影響力が大きいが無意味な主張への反論は、純粋かつ重要な社会貢献

『ゲームの歴史』の誤り箇所に関して、最も丁寧な指摘を続けられているのは、岩崎啓眞さんで間違いないかと思います。ご自身のWebページに記事投稿する形式で続けられている「書籍「ゲームの歴史」について」のシリーズは10を数えます。ご自身の仕事もある中で、大変な手間をかけていることがわかります。

本当に頭の下がる思いです。

別に『ゲームの歴史』の中の誤りを指摘したところで、大きな名誉が手に入るわけではありません。お金も入りません。批判記事は後に同人誌にまとめられるそうなので、少額は入るかと思いますが、かけた時間を時給換算して報われるほどになるとはとても思えない。すでに社会的な地位もお持ちの方が、膨大なエネルギーをかけてまで行うにしては、割に合わない。

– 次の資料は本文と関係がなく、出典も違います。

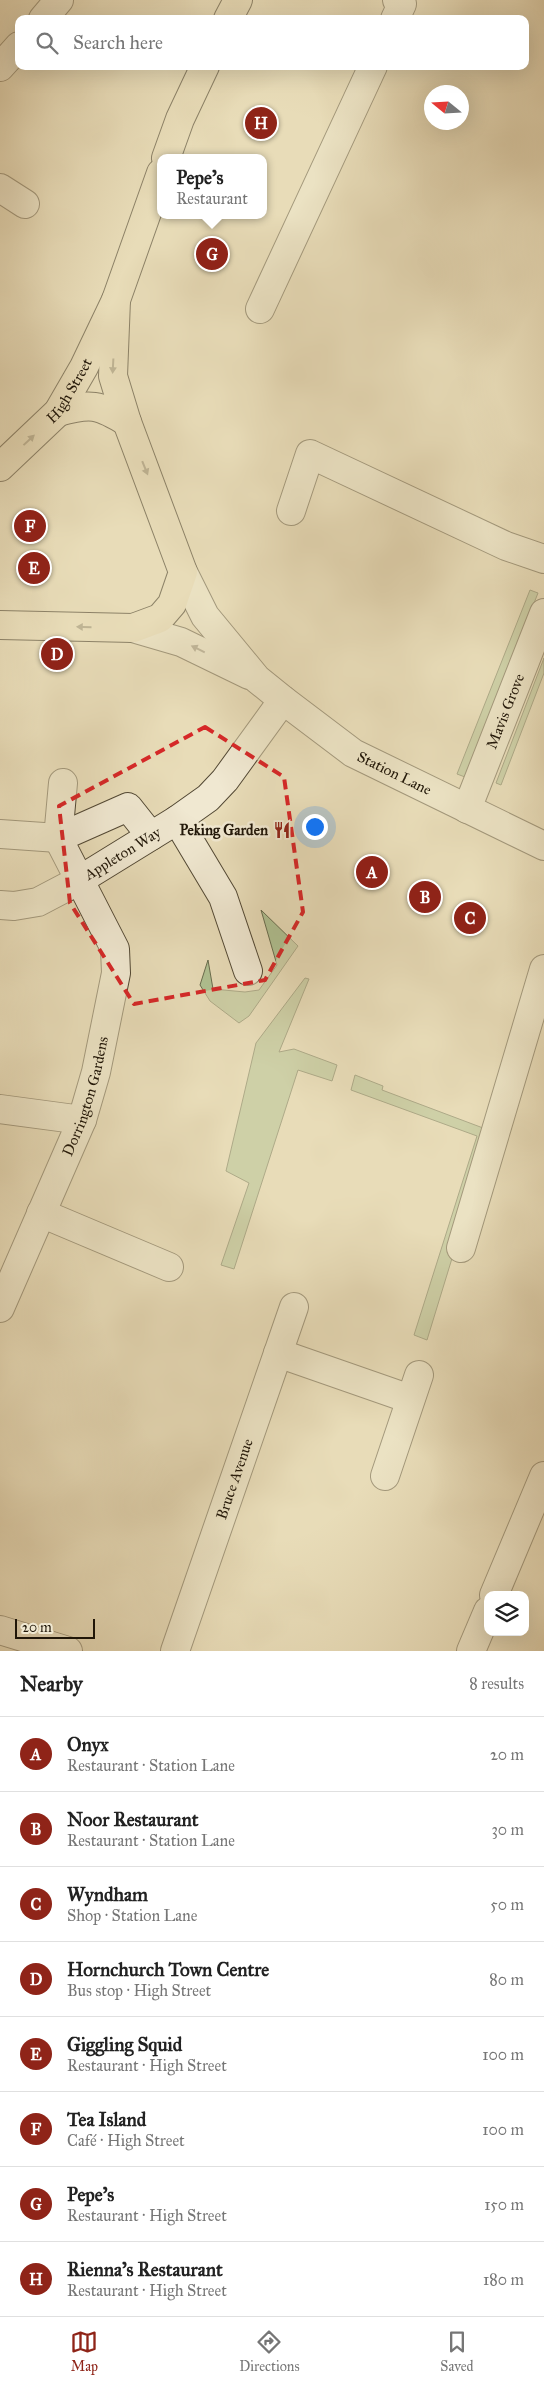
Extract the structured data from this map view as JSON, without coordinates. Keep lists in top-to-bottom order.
{
  "streets": {
    "main road": ["High Street", "Station Lane"],
    "street": [
      "Mavis Grove",
      "Appleton Way",
      "Dorrington Gardens",
      "Bruce Avenue"
    ]
  },
  "crossings": [
    ["High Street", "Station Lane"],
    ["Mavis Grove", "Station Lane"],
    ["Station Lane", "Appleton Way"],
    ["Appleton Way", "Dorrington Gardens"]
  ],
  "places": {
    "restaurant": ["Peking Garden"]
  },
  "scale_bar": "20 m",
  "north": "left",
  "page": {
    "search": "Search here",
    "pins": [
      "H",
      "G",
      "F",
      "E",
      "D",
      "A",
      "B",
      "C"
    ],
    "popup": ["Pepe's", "Restaurant"],
    "scale": "20 m",
    "heading": ["Nearby", "8 results"],
    "list": [
      {
        "mark": "A",
        "name": "Onyx",
        "note": "Restaurant · Station Lane",
        "value": "20 m"
      },
      {
        "mark": "B",
        "name": "Noor Restaurant",
        "note": "Restaurant · Station Lane",
        "value": "30 m"
      },
      {
        "mark": "C",
        "name": "Wyndham",
        "note": "Shop · Station Lane",
        "value": "50 m"
      },
      {
        "mark": "D",
        "name": "Hornchurch Town Centre",
        "note": "Bus stop · High Street",
        "value": "80 m"
      },
      {
        "mark": "E",
        "name": "Giggling Squid",
        "note": "Restaurant · High Street",
        "value": "100 m"
      },
      {
        "mark": "F",
        "name": "Tea Island",
        "note": "Café · High Street",
        "value": "100 m"
      },
      {
        "mark": "G",
        "name": "Pepe's",
        "note": "Restaurant · High Street",
        "value": "150 m"
      },
      {
        "mark": "H",
        "name": "Rienna's Restaurant",
        "note": "Restaurant · High Street",
        "value": "180 m"
      }
    ],
    "nav": ["Map", "Directions", "Saved"]
  }
}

それでも、『ゲームの歴史』の批判を続けられているのは、様々な考えや思いがあるからなのでしょう。「将来、ゲームやゲーム産業の歴史を学ぶ人が最初に取る本が『ゲームの歴史』になってはならない」というお考えかもしれませんし、「ゲームデザインやゲームの技術的記述に誤りが散見していることが、エンジニアとしての美学からみて許せない」からかもしれない。「自分が好きで、長年の仕事の対象としてきたゲームに対して、いい加減なものを書かれて汚された、と感じた」からかもしれない。もっと単純に、ムカついたから、かもしれない。

いずれにせよ、意見・活動で、事実上の絶版とまでなったことは大きいです。あえて大げさな言い方をするなら、「日本の知的営みの積み上げに、誤った石を積まずに済んだ」ということになるかと思います。非常に大きな社会貢献活動だと思います。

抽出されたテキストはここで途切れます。